Groups in Atlanta call for it to be closed and destroyed every year. All it will take is for one Governor to give in and it will be gone.
Do they still have the Cyclorama, the Battle for Atlanta?
I watched a documentary on Stone Mountain. It is privately owned, and seems well managed enough. What was humorous was that a lot of the staff are well mannered and good natured black folks. At least the ones on the documentary. And the visitors were mainly anodyne 50+ whites, who look like they would be genuinely offended to hear anyone use the n-word, let alone the kind of vile language that you can hear on rap music videos.
bummer, it is a cool place
A little research shows that the majority of the items were from the private collection of a wealthy oil businessman, Ray Richey, who founded the museum. Some items are on loan from the United Daughters of the Confederacy.
The museum is a non-profit 501c-3 operation. I assume the items from Mr. Richey are "on loan."
My guess is he and his family got tired of the woke political harassment, and realized that selling out his private collection will net a nice profit. Since that's the majority of the museum collection, it makes more sense just to close it. If anyone has further info - please advise.
Yes. The Cyclorama has been moved from its former site down by the Atlanta Zoo to a new home in Buckhead at the Atlanta History Center.
https://www.atlantahistorycenter.com/exhibitions/cyclorama/
The move happened a year before Covid. Going to see it in the new location was sort of on my back burner list of things to do before Covid hit, and I suppose it’s back there again now. It’s the sort of thing you ought to go see about once a decade if you’re local, as I am.
The true reason was money. The powerful northern interests would lose a massive amount of money if the South was successful in disassociating from their control.
Black people didn't have a d@mn thing to do with it until the end of the war, and then they were just pawns.
Notice that blacks play almost no role in this scenario.
This news is tragic. The museum offered a view of the Civil War from a Texas point of view. Included was a display on the Battle of Palmito Ranch, the last battle of the war—and a Confederate victory—which was fought in South Texas near the Mexican border. Interestingly, a unit of French soldiers on the Mexican side of the Rio Grande fired on the Union troops—the only time an army from a third party intervened in the war.
It was about slavery.

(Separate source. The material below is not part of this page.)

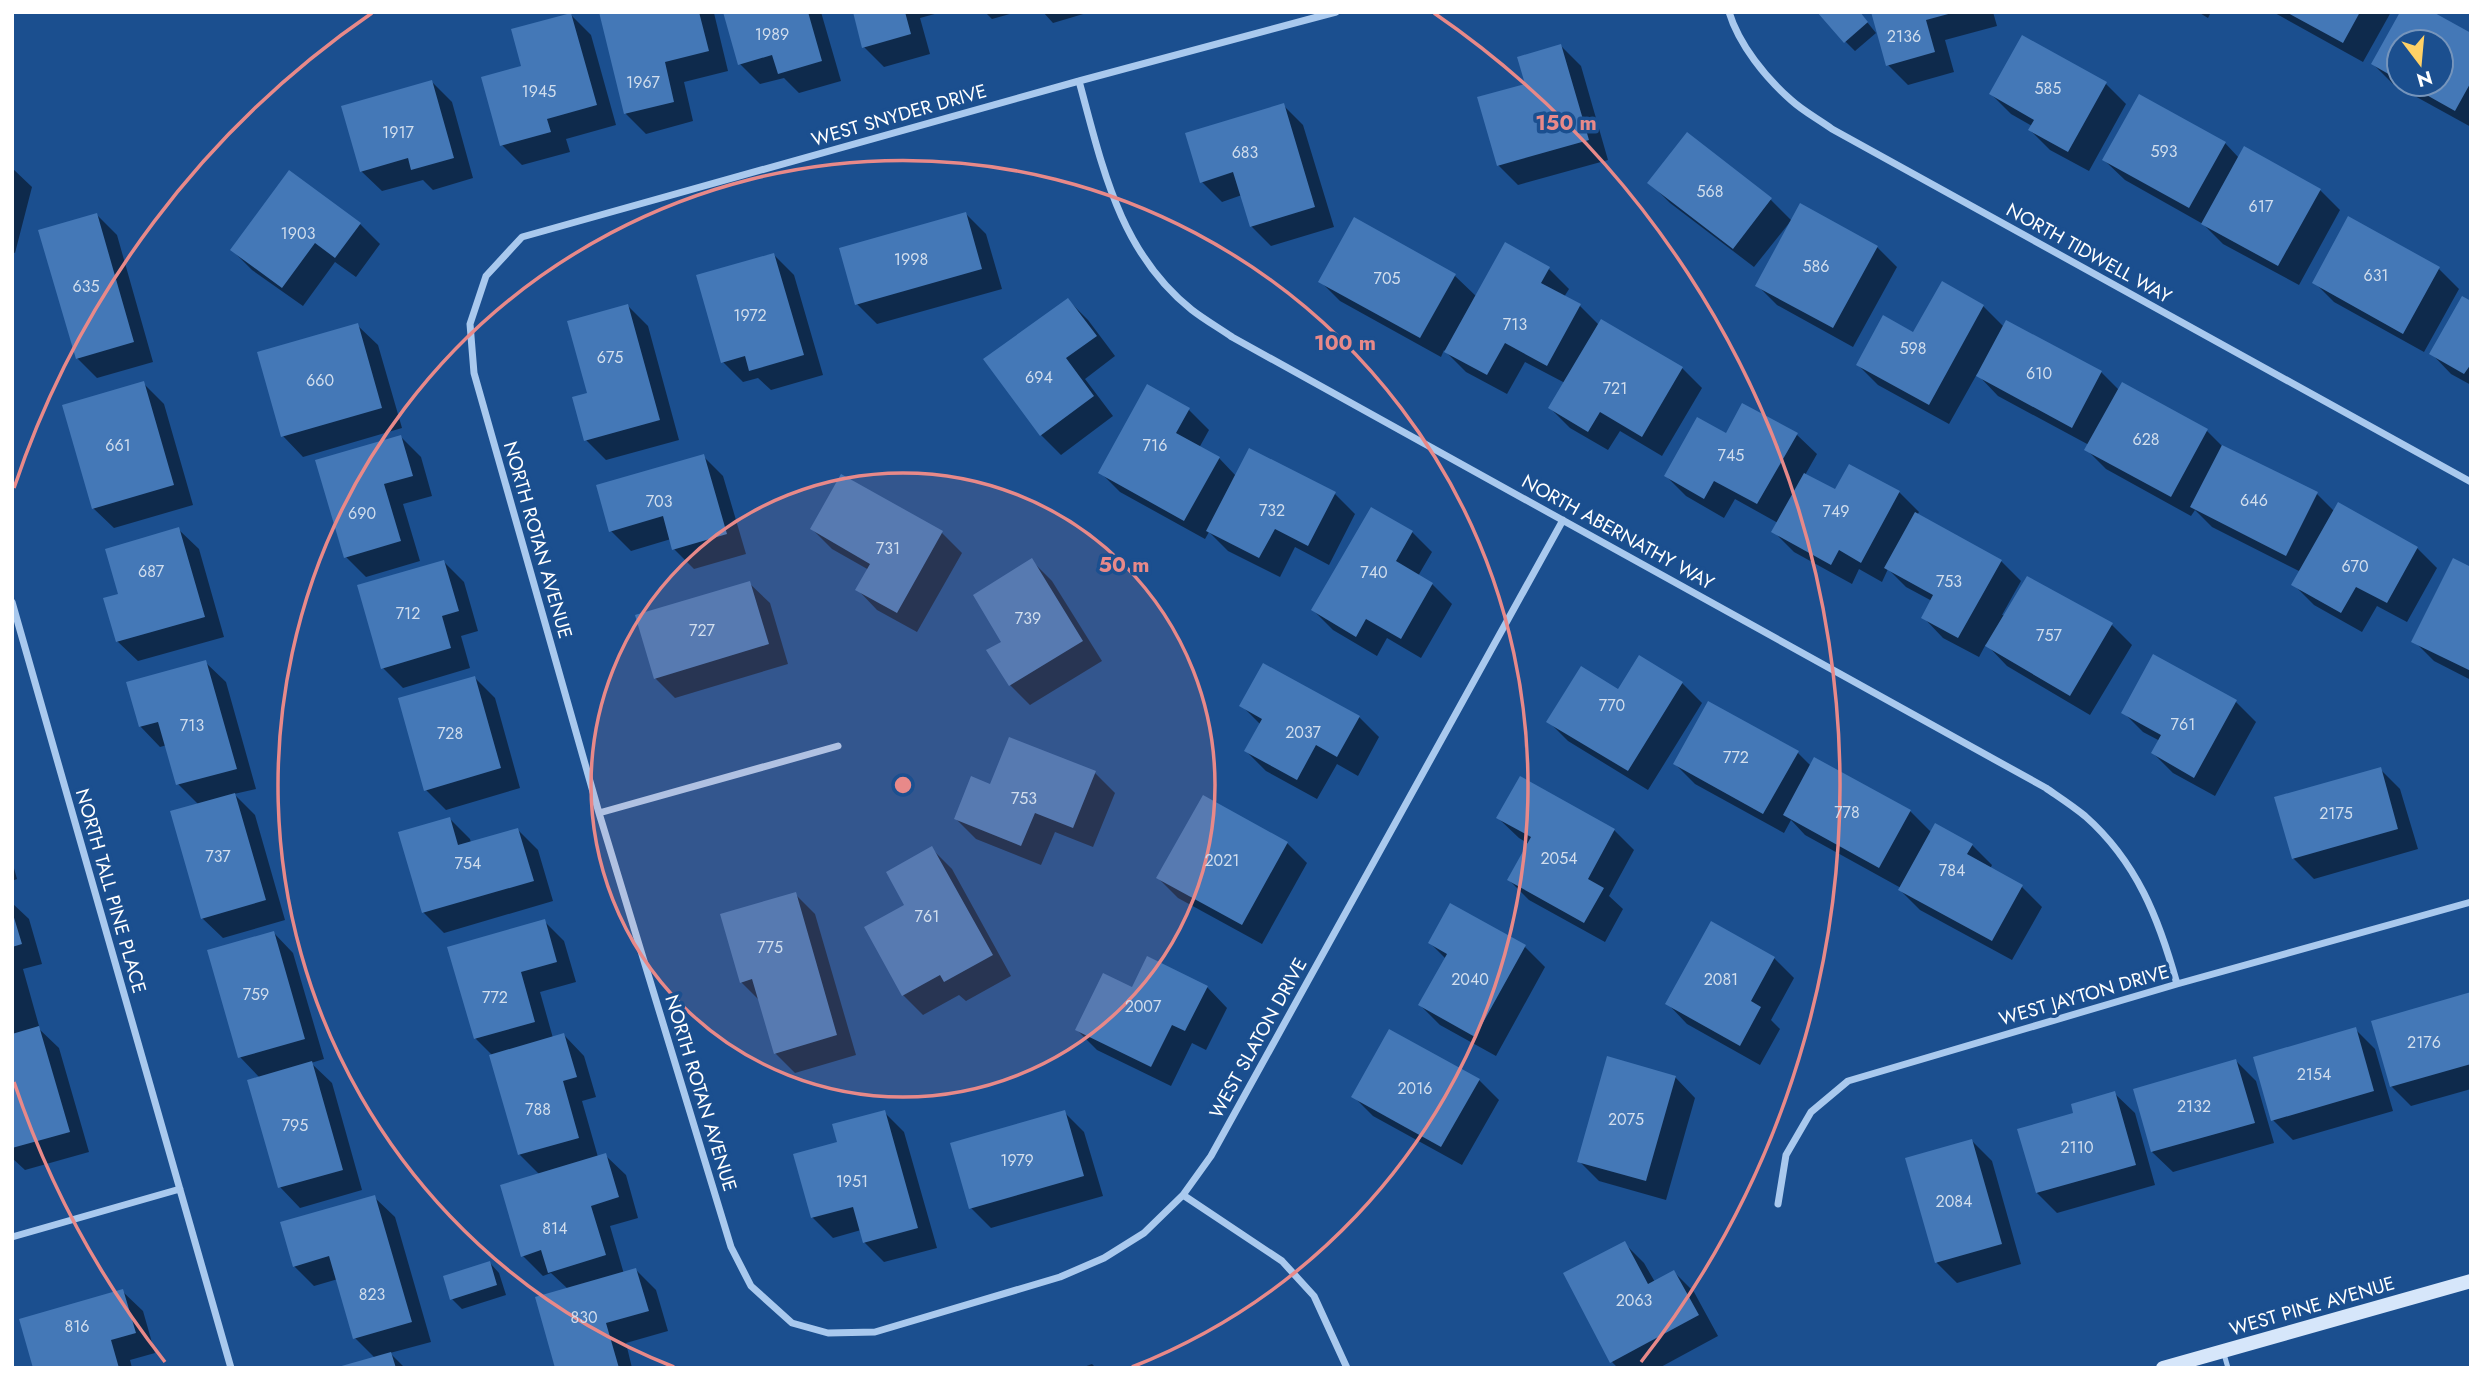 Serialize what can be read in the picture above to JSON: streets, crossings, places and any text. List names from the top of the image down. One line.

It was about the South maintaining an economic system based on the use of humans beings being bound, chained and bought and sold as mere chattel.
The South chose a path of secession when Lincoln won the 1860 election.
The South was outraged and feared that the Republicans would abolish slavery.
Notice it’s Republicans who wanted to end it and Southern Democrats who wanted to preserve it.
This is a conservative web site,( i.e we’re)supposed) to be Republicans here.
Flame away, but you can’t deny the truth of history.
If you want further proof of what I posted take a look at the Confederate Constitution.
It’s spells out clearly what the Confederacy stood for.